== What you need to do ==
Say how many lines below hold the word "serif"; give the number by itself.

'''

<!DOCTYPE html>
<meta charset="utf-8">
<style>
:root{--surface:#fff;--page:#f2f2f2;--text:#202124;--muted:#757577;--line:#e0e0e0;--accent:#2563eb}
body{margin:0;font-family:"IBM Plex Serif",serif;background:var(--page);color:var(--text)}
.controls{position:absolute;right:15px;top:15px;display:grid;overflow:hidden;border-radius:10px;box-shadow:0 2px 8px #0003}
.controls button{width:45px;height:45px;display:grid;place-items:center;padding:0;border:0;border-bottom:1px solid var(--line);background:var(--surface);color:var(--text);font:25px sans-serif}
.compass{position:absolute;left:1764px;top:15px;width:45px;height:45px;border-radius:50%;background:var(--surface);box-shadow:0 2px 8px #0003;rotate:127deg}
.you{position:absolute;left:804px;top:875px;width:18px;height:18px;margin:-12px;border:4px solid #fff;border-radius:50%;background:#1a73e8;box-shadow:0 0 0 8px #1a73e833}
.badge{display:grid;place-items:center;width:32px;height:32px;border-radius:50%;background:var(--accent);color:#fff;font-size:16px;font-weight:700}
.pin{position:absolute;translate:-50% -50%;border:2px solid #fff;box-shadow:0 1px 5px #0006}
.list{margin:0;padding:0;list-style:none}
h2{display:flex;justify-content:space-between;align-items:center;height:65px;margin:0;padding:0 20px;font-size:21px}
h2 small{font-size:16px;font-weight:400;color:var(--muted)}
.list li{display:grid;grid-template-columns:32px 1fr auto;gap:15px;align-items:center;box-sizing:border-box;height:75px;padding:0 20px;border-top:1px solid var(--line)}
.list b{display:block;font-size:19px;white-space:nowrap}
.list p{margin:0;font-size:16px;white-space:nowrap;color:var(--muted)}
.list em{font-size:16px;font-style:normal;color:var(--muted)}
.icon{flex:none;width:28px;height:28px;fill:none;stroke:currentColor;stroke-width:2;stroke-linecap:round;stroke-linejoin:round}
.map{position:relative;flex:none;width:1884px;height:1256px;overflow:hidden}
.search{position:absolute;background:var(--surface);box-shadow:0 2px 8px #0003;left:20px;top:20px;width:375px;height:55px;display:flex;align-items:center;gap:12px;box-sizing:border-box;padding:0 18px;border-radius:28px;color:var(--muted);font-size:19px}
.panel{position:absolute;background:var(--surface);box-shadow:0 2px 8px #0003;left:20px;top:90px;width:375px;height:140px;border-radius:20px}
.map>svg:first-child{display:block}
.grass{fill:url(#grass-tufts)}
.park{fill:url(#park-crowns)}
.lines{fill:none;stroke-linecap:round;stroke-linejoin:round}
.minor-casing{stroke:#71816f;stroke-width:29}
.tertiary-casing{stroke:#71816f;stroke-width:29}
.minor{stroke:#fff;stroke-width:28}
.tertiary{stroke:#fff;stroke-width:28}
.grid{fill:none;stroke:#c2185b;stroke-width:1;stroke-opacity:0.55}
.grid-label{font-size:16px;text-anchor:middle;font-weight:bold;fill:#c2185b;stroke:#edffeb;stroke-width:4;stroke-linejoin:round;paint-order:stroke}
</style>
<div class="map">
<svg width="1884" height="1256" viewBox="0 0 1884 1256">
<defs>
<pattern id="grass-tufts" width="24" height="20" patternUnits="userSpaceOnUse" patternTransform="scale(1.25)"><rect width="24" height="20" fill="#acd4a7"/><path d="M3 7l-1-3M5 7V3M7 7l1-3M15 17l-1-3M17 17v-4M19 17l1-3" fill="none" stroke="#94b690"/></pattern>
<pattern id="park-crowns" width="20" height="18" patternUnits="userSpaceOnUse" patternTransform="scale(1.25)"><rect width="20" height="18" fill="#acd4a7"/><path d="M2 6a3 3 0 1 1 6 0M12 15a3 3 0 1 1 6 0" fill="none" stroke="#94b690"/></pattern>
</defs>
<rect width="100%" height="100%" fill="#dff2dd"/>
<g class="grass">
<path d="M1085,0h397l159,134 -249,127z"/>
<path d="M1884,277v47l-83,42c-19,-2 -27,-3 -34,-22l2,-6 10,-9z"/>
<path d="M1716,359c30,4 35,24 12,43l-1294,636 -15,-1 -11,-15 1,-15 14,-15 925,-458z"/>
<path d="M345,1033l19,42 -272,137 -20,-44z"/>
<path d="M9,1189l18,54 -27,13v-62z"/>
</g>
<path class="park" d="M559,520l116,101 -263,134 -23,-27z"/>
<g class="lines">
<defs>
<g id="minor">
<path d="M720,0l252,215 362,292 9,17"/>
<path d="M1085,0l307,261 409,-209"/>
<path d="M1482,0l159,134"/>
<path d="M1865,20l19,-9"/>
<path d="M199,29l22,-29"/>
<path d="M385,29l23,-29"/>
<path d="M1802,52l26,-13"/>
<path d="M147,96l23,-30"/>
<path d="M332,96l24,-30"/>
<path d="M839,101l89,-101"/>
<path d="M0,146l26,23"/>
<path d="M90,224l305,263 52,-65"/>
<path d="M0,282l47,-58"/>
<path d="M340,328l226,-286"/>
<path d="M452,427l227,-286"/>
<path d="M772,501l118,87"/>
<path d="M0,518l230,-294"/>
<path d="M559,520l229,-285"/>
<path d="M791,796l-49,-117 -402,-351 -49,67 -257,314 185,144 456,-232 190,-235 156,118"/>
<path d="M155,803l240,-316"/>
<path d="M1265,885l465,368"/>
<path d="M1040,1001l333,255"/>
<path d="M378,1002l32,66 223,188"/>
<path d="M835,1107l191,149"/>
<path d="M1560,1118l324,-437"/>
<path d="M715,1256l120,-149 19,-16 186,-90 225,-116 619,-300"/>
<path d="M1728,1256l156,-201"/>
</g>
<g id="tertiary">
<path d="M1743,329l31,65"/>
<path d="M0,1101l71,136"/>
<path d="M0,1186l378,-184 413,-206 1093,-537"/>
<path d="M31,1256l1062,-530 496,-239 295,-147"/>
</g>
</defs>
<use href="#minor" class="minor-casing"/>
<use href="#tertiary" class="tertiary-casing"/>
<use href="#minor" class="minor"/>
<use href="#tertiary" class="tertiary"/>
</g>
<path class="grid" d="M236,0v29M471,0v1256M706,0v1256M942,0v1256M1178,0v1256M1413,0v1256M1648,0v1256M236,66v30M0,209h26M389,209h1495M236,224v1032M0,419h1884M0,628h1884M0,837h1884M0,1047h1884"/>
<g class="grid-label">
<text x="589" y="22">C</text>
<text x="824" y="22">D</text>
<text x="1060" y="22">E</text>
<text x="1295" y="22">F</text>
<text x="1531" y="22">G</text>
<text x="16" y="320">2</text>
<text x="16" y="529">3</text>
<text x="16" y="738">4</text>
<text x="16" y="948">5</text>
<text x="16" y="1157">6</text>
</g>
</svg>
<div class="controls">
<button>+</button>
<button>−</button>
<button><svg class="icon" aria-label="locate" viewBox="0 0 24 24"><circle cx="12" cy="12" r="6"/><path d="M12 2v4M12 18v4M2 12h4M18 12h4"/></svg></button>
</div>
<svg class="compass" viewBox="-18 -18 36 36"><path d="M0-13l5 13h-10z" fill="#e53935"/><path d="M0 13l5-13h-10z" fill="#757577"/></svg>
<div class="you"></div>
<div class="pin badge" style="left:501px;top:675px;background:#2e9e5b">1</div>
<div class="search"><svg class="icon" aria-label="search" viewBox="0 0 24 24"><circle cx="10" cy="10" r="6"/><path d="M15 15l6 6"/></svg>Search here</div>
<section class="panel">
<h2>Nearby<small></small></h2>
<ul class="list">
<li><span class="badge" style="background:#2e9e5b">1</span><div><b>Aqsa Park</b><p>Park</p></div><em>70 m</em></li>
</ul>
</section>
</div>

'''

== Expected output ==
2